**ASSIGNMENT**
Lines in the following data that contain the string "side" are to be counted. Report only their number.

**EXERCISE INPUT**
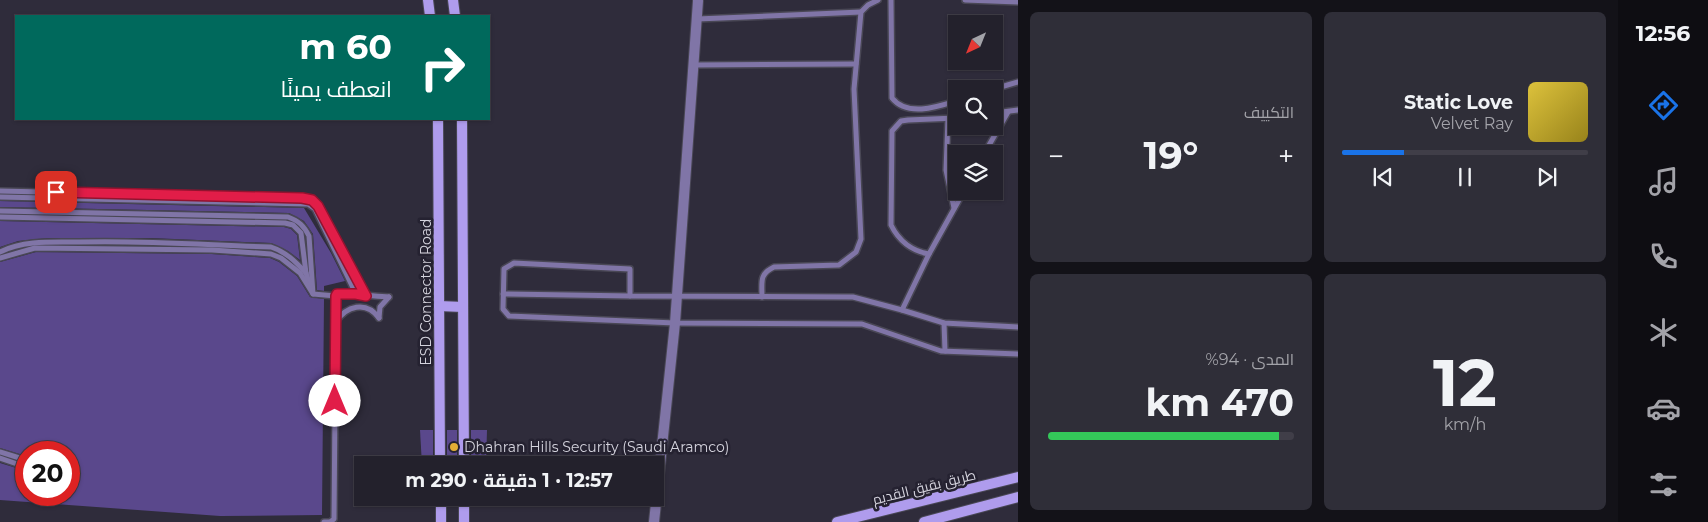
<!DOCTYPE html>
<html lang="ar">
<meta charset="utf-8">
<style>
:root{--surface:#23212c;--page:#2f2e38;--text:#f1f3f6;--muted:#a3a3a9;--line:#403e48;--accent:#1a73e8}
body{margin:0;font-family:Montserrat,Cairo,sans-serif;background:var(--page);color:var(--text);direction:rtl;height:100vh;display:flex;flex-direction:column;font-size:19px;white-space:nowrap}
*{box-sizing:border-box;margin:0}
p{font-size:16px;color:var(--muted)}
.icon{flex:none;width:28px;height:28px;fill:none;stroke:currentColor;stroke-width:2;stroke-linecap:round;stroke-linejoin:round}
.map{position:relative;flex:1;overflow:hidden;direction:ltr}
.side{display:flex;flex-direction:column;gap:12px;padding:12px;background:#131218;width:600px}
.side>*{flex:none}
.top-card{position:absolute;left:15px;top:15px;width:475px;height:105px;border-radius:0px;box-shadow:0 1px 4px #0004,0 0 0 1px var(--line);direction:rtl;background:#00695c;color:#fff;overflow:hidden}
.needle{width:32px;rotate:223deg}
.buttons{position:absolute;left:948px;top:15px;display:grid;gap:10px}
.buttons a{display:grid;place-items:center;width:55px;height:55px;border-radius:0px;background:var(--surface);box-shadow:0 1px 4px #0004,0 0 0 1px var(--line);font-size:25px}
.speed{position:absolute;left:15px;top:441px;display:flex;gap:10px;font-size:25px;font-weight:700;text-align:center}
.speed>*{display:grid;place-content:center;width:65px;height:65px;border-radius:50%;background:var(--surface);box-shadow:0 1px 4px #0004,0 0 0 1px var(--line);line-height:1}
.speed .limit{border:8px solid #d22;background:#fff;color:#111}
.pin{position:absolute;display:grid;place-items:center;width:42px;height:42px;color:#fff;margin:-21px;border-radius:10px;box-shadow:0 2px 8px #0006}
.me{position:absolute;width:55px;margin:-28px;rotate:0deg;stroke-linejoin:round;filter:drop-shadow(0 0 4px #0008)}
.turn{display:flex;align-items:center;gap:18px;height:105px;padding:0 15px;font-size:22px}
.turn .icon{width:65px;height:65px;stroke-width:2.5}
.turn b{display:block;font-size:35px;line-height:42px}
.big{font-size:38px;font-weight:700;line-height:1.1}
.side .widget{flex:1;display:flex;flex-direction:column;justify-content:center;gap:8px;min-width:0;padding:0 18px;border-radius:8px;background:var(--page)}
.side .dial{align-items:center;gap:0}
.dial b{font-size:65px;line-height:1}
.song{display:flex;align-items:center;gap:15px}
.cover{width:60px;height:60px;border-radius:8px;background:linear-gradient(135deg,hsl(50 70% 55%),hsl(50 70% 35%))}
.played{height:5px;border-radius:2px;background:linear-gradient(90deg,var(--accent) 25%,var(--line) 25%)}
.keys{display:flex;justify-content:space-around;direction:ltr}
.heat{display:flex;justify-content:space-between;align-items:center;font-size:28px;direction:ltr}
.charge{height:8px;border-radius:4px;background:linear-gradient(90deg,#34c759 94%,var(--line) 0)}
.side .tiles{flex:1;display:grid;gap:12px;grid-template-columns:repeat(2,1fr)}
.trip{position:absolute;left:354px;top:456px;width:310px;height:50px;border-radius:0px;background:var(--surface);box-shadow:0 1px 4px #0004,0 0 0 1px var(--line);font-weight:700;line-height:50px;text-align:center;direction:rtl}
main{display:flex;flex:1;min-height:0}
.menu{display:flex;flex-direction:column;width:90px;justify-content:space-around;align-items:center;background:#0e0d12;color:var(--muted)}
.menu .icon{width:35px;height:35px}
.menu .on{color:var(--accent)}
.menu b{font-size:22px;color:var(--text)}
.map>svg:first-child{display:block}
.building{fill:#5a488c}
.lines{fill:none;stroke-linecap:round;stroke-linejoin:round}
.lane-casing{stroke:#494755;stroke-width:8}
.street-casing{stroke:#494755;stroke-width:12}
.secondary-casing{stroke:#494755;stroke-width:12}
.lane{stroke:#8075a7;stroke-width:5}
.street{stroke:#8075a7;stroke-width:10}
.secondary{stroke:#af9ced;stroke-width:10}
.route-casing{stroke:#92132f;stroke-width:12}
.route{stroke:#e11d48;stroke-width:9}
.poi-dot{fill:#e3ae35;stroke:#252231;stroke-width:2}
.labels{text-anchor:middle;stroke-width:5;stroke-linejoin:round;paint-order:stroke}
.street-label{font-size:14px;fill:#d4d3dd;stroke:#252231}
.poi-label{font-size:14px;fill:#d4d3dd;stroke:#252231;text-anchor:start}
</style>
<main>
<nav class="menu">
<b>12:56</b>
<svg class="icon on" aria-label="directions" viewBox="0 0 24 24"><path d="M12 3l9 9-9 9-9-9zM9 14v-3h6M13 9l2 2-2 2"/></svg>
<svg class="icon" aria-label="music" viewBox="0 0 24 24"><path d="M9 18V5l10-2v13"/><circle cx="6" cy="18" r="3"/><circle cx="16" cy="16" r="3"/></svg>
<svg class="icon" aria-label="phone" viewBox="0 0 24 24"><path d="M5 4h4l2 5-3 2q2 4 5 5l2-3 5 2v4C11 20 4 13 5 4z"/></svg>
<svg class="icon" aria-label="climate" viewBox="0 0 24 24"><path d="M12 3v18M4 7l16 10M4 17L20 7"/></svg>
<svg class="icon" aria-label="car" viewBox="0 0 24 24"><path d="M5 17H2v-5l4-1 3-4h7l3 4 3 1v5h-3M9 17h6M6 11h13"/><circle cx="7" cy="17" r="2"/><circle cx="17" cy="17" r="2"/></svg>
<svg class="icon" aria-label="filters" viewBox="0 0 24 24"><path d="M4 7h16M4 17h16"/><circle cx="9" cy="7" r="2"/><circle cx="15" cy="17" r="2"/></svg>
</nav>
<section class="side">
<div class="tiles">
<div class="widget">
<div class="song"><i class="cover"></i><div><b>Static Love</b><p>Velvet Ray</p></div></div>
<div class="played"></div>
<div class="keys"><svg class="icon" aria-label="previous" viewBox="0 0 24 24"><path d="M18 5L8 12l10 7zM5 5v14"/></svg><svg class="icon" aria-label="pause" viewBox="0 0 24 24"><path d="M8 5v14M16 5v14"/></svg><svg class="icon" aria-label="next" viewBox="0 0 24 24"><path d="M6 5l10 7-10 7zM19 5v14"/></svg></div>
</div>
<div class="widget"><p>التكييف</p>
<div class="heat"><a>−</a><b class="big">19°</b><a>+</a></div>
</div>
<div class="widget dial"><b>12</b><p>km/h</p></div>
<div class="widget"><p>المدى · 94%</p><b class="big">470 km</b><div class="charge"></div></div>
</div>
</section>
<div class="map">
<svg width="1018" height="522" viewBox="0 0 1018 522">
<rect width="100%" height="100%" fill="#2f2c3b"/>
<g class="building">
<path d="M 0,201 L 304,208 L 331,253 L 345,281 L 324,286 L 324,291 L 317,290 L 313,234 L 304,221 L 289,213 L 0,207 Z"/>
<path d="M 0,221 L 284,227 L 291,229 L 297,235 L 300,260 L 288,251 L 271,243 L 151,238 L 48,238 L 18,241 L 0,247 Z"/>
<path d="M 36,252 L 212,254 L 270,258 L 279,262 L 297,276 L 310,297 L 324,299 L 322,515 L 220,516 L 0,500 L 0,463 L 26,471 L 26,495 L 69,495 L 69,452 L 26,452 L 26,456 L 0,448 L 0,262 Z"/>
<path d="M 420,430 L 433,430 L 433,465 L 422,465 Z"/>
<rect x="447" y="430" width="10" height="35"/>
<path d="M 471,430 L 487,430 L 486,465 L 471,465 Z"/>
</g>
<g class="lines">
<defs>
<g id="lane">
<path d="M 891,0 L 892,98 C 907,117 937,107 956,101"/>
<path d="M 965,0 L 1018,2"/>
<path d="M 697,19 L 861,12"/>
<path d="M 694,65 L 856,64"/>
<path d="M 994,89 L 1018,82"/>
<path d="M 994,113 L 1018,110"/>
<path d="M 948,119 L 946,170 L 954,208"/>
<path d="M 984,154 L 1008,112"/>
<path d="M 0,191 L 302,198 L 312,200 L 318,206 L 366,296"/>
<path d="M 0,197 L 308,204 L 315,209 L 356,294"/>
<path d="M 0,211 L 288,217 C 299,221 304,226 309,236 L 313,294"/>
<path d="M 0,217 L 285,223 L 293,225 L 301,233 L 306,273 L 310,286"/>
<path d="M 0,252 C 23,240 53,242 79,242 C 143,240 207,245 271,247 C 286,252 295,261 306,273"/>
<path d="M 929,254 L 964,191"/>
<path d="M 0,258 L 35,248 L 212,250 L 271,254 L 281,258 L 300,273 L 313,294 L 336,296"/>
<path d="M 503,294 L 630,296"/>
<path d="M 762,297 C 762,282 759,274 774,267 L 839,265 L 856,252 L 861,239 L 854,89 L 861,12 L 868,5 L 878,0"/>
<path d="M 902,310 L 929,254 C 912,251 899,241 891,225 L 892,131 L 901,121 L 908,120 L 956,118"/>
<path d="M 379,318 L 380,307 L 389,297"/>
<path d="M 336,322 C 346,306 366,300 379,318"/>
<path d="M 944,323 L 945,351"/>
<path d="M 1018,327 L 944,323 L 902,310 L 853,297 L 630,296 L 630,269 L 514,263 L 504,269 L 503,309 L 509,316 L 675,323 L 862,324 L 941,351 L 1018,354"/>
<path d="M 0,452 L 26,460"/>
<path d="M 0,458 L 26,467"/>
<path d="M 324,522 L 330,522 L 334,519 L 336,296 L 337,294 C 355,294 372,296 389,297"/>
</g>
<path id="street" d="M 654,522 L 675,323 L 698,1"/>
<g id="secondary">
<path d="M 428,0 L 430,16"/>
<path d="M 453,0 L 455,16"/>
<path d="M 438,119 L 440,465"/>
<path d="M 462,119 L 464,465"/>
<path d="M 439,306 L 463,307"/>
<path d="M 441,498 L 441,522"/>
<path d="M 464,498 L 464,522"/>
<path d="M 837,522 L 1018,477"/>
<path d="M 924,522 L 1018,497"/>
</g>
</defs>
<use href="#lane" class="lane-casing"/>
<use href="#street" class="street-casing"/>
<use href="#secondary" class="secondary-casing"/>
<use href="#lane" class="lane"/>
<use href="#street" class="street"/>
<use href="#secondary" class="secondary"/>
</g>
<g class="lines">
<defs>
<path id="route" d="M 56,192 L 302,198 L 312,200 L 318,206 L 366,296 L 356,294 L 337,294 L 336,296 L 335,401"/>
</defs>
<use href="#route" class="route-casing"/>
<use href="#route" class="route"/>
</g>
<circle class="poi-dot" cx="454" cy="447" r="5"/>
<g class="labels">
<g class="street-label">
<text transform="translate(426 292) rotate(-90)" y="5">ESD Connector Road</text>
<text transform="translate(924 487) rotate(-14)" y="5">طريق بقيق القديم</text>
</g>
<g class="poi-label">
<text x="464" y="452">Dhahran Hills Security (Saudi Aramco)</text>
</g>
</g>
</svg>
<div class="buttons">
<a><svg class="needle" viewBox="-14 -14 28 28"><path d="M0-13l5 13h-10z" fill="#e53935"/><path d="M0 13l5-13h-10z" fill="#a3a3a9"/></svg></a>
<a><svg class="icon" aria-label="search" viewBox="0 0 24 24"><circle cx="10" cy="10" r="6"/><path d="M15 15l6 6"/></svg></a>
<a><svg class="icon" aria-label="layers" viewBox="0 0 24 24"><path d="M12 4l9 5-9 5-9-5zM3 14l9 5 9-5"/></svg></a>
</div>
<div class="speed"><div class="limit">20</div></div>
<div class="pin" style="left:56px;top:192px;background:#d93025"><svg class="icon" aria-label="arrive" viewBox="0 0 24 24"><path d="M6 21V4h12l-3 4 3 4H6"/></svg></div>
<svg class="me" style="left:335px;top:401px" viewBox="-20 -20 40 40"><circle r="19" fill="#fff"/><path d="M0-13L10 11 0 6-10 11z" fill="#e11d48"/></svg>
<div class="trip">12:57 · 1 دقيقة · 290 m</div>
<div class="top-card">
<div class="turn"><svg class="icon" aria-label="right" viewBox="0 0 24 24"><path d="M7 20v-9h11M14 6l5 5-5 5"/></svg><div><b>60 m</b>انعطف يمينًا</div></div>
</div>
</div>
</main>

**TASK RESPONSE**
6